Activity and selectivity regulation through varying the size of cobalt active sites in photocatalytic CO2 reduction†
Abstract
The development of efficient and economical catalysts for photocatalytic reduction of CO2 into chemical feedstocks is highly desirable for addressing both the global energy crisis and carbon emission problem. Herein, a series of carbonized cobalt composites derived from bimetallic Zn/Co zeolitic imidazolate frameworks (C-BMZIFs) are synthesized and used as the co-catalysts for [Ru(bpy)3]2+ mediated photocatalytic CO2 reduction under visible light irradiation. Varying the Zn/Co ratio allows regulation of the size of Co active sites, which further differentiates their catalytic activity towards CO2 reduction and H2 evolution, resulting in tunable CO/H2 ratio in the produced syngas.

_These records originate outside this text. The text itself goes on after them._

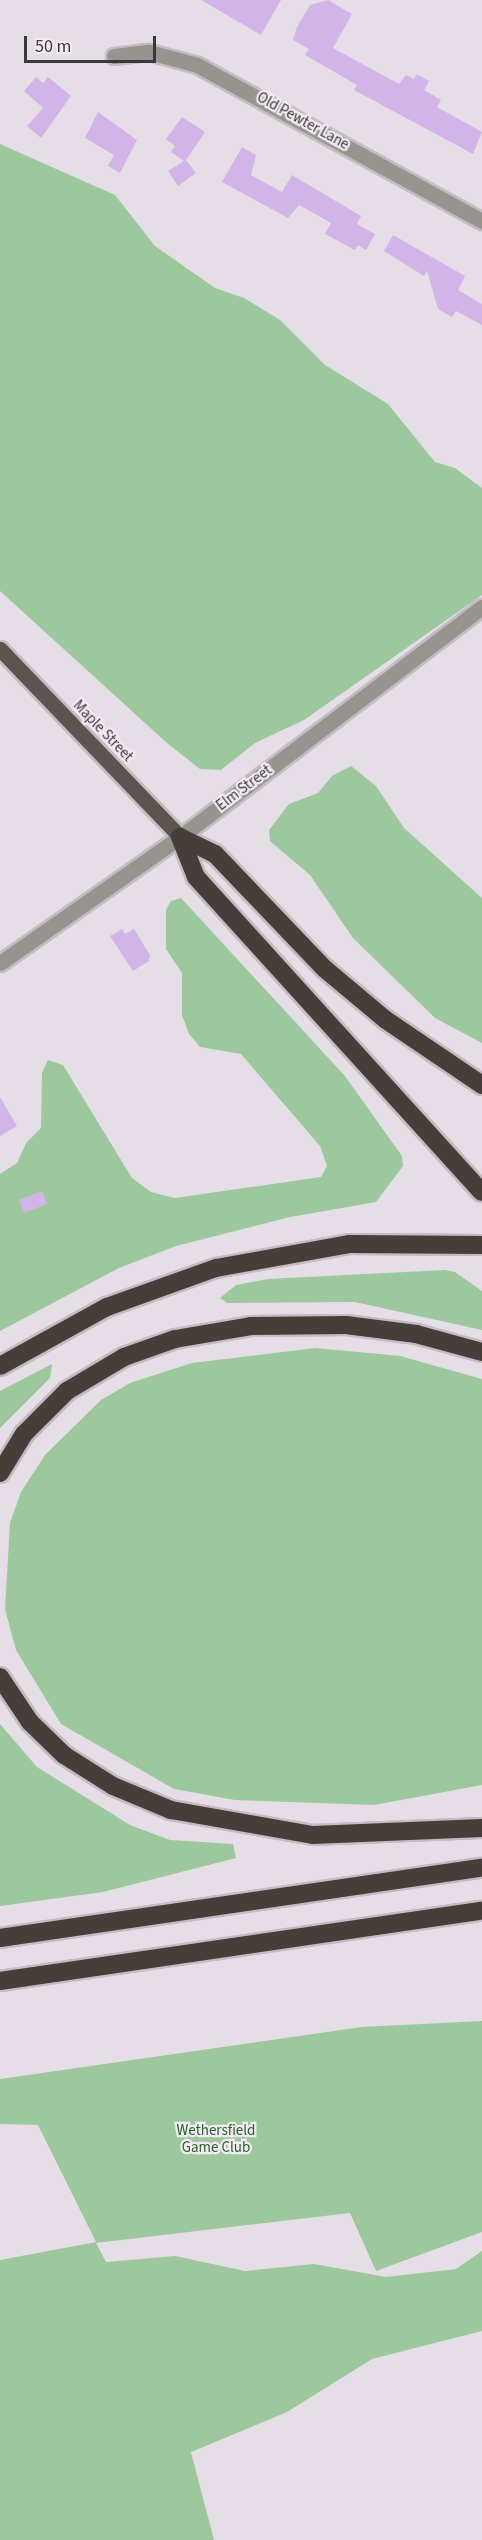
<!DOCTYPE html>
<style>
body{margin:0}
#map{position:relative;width:482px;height:2540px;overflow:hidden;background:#e6dee6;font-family:"Source Sans 3",sans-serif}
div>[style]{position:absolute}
.green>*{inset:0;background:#9dc89d}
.building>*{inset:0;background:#d2b4e8}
.roads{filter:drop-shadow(2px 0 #c4bcc4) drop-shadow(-2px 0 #c4bcc4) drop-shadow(0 2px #c4bcc4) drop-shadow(0 -2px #c4bcc4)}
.minor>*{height:15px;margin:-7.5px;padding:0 7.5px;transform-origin:7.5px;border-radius:7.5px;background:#979490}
.major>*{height:15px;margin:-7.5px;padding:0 7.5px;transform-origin:7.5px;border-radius:7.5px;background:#5b554f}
.highway>*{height:18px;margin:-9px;padding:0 9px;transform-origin:9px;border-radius:9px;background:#453f39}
span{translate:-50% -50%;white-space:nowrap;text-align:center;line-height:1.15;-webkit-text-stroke:4.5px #f3ebf3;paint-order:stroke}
.street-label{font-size:15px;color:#3a363a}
.park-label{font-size:15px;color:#266229}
.scale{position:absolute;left:24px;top:36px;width:132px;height:27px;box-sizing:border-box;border:3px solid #3a363a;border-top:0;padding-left:8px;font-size:18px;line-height:21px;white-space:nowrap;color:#3a363a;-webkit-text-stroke:4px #f3ebf3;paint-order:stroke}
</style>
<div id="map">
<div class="green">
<div style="clip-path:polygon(0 144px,115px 195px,155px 246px,215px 288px,244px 298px,280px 320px,325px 365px,388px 404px,435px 462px,455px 468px,482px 488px,482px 595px,304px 720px,255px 743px,221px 770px,200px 769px,167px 743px,0 591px)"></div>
<div style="clip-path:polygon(351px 766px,376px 786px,404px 828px,482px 898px,482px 1043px,435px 1018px,353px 938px,310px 875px,270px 841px,269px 830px,289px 804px,318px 793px,332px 776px)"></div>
<div style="clip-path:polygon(181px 898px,345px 1076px,402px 1156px,403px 1166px,376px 1202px,290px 1217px,176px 1246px,119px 1268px,0 1331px,0 1174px,17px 1163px,26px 1143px,41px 1128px,42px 1073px,48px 1060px,63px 1065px,132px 1178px,151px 1192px,175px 1198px,321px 1177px,327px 1166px,320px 1146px,241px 1054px,200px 1047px,189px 1034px,182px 1015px,182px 973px,166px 949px,166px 910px,171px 901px)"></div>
<div style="clip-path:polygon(445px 1270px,455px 1272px,482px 1291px,482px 1330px,355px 1302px,227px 1303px,220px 1298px,236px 1285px,268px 1279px)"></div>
<div style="clip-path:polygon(316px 1348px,400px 1356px,482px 1379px,482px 1785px,374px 1805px,235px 1800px,174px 1789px,61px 1724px,16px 1650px,5px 1609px,10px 1523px,21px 1492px,45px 1455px,101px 1400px,130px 1383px,192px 1363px)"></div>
<div style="clip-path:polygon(52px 1364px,50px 1378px,0 1428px,0 1391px)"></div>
<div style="clip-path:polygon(0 1724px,37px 1767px,130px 1825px,170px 1840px,233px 1844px,236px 1858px,103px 1892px,0 1906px)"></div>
<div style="clip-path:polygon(482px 2021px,482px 2232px,376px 2271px,350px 2213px,96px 2243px,106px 2262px,175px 2256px,245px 2271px,314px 2264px,386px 2277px,456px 2269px,482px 2251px,482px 2331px,372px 2359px,287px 2412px,191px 2452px,214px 2540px,0 2540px,0 2260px,96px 2242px,38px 2125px,0 2124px,0 2079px,362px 2027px)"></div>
</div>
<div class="building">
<div style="clip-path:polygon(201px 0,281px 0,261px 35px)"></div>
<div style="clip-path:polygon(328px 0,352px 14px,333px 48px,399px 84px,406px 75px,414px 79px,417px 74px,429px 81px,424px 90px,441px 100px,437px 107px,482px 132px,473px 154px,354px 90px,357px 85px,305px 55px,309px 49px,293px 40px,297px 27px,310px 5px)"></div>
<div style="clip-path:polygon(36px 77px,43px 83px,48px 77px,71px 96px,41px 138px,27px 126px,43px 108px,24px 91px)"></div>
<div style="clip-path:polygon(98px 112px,137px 140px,120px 173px,108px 166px,114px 155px,85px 138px)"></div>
<div style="clip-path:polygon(182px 117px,205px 132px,186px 160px,196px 173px,178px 186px,168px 171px,184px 161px,171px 152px,175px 146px,166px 139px)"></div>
<div style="clip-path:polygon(242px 147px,256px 155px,251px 175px,282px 192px,292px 175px,361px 216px,357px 224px,375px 234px,366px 250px,358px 245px,355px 250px,325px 234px,331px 223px,299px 205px,288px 218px,222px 182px)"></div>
<div style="clip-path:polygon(393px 235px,465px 276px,458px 290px,482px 304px,482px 325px,456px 311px,452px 317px,438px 309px,427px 271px,424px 276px,384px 251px)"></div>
<div style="clip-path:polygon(122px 929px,125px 934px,134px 929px,150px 955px,149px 961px,133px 971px,110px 936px)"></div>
<div style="clip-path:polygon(0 1097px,17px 1126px,0 1136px)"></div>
<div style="clip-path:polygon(42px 1191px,47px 1204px,24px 1213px,19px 1200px)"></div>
</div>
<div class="roads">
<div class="minor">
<div style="left:114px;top:56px;width:35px;rotate:-7deg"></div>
<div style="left:149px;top:52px;width:50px;rotate:15.2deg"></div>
<div style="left:197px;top:65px;width:325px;rotate:28.7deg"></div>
<div style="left:0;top:963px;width:220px;rotate:-35deg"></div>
<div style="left:180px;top:837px;width:380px;rotate:-37.3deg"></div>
</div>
<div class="major">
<div style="left:0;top:649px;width:260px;rotate:46.2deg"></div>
</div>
<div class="highway">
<div style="left:180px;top:837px;width:43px;rotate:68.2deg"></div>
<div style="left:196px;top:877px;width:425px;rotate:47.8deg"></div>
<div style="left:180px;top:837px;width:39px;rotate:26deg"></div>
<div style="left:215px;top:854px;width:159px;rotate:46.3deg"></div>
<div style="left:325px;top:969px;width:80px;rotate:39.9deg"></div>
<div style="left:386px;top:1020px;width:116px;rotate:34.1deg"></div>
<div style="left:0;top:1366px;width:122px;rotate:-28.9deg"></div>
<div style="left:107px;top:1307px;width:116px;rotate:-19.7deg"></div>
<div style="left:216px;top:1268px;width:135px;rotate:-10.2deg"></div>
<div style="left:349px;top:1244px;width:133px;rotate:0.4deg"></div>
<div style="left:0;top:1473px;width:46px;rotate:-58.4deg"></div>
<div style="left:24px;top:1434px;width:61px;rotate:-45deg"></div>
<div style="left:67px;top:1391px;width:66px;rotate:-30.8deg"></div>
<div style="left:124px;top:1357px;width:54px;rotate:-19.4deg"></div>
<div style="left:175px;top:1339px;width:77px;rotate:-9.7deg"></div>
<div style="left:251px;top:1326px;width:95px;rotate:-0.6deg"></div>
<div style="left:346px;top:1325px;width:71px;rotate:7.3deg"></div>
<div style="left:416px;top:1334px;width:68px;rotate:15.3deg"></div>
<div style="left:0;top:1677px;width:54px;rotate:56.3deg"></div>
<div style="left:30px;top:1722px;width:47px;rotate:44.1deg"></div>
<div style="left:64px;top:1755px;width:58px;rotate:32.3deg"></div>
<div style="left:113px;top:1786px;width:63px;rotate:22.5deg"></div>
<div style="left:171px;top:1810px;width:144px;rotate:10deg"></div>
<div style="left:313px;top:1835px;width:169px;rotate:-2.4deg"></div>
<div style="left:0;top:1938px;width:487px;rotate:-8.3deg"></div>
<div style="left:0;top:1981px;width:487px;rotate:-8.3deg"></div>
</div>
</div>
<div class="street-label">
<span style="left:303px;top:121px;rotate:29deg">Old Pewter Lane</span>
<span style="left:103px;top:731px;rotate:46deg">Maple Street</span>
<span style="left:244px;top:788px;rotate:-37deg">Elm Street</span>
</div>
<div class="park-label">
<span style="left:216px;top:2139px">Wethersfield<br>Game Club</span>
</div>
<div class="scale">50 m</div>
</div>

Among all investigated configurations, the C-BMZIF with a Zn/Co ratio of 3 : 1 demonstrates the highest CO yield of 1.1 × 104 μmol g−1 h−1, owing to the optimal balance between the quantity of active sites and the activity of each individual site. Consequently, this work provides insight into the design of stable MOF-derived co-catalysts for efficient photo-reduction of CO2, and offers an alternative solution for photocatalytic syngas production with tunable CO/H2 ratio.